*WHAT THE EXERCISE ASKS*
Using the entries below, return word for word the lines from the one containing "Map reading. Give" up to and including the last.

*RECORDS FOR THE EXERCISE*
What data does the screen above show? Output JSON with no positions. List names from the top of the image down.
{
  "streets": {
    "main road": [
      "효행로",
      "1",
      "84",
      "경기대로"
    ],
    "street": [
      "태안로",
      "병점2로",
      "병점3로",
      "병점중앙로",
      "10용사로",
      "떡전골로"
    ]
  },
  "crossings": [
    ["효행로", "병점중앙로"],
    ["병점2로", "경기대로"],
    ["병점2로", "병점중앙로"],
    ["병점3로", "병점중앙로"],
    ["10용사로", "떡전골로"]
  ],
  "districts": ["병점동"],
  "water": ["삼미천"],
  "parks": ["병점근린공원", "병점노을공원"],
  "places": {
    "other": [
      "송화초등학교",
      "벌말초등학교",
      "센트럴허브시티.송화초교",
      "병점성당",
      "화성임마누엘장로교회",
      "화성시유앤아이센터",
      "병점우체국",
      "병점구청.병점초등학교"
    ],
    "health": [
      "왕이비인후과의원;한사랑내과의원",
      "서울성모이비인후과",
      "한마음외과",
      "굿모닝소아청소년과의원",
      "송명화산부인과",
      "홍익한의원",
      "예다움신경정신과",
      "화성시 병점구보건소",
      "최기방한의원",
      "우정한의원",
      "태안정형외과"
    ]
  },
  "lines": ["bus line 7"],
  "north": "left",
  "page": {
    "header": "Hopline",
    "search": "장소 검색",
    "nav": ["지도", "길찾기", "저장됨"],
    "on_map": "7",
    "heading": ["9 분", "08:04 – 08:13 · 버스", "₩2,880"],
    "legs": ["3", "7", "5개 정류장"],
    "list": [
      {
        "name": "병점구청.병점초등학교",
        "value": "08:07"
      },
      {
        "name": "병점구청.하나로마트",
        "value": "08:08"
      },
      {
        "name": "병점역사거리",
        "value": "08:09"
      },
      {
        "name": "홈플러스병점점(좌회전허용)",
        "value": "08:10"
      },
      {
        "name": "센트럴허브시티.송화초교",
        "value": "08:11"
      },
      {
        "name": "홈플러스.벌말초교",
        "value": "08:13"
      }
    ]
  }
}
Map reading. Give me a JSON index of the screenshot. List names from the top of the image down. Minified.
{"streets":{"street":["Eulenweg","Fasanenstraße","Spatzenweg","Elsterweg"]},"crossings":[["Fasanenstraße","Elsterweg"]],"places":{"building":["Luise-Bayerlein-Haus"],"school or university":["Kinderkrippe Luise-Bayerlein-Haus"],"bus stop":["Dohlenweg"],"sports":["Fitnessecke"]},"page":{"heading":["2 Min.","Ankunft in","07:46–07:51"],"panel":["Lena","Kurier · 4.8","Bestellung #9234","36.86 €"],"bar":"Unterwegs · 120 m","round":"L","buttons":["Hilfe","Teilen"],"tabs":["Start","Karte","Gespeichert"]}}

*RESPONSE*
Map reading. Give me a JSON index of the screenshot. List names from the top of the image down. Minified.
{"streets":{"street":["Eulenweg","Fasanenstraße","Spatzenweg","Elsterweg"]},"crossings":[["Fasanenstraße","Elsterweg"]],"places":{"building":["Luise-Bayerlein-Haus"],"school or university":["Kinderkrippe Luise-Bayerlein-Haus"],"bus stop":["Dohlenweg"],"sports":["Fitnessecke"]},"page":{"heading":["2 Min.","Ankunft in","07:46–07:51"],"panel":["Lena","Kurier · 4.8","Bestellung #9234","36.86 €"],"bar":"Unterwegs · 120 m","round":"L","buttons":["Hilfe","Teilen"],"tabs":["Start","Karte","Gespeichert"]}}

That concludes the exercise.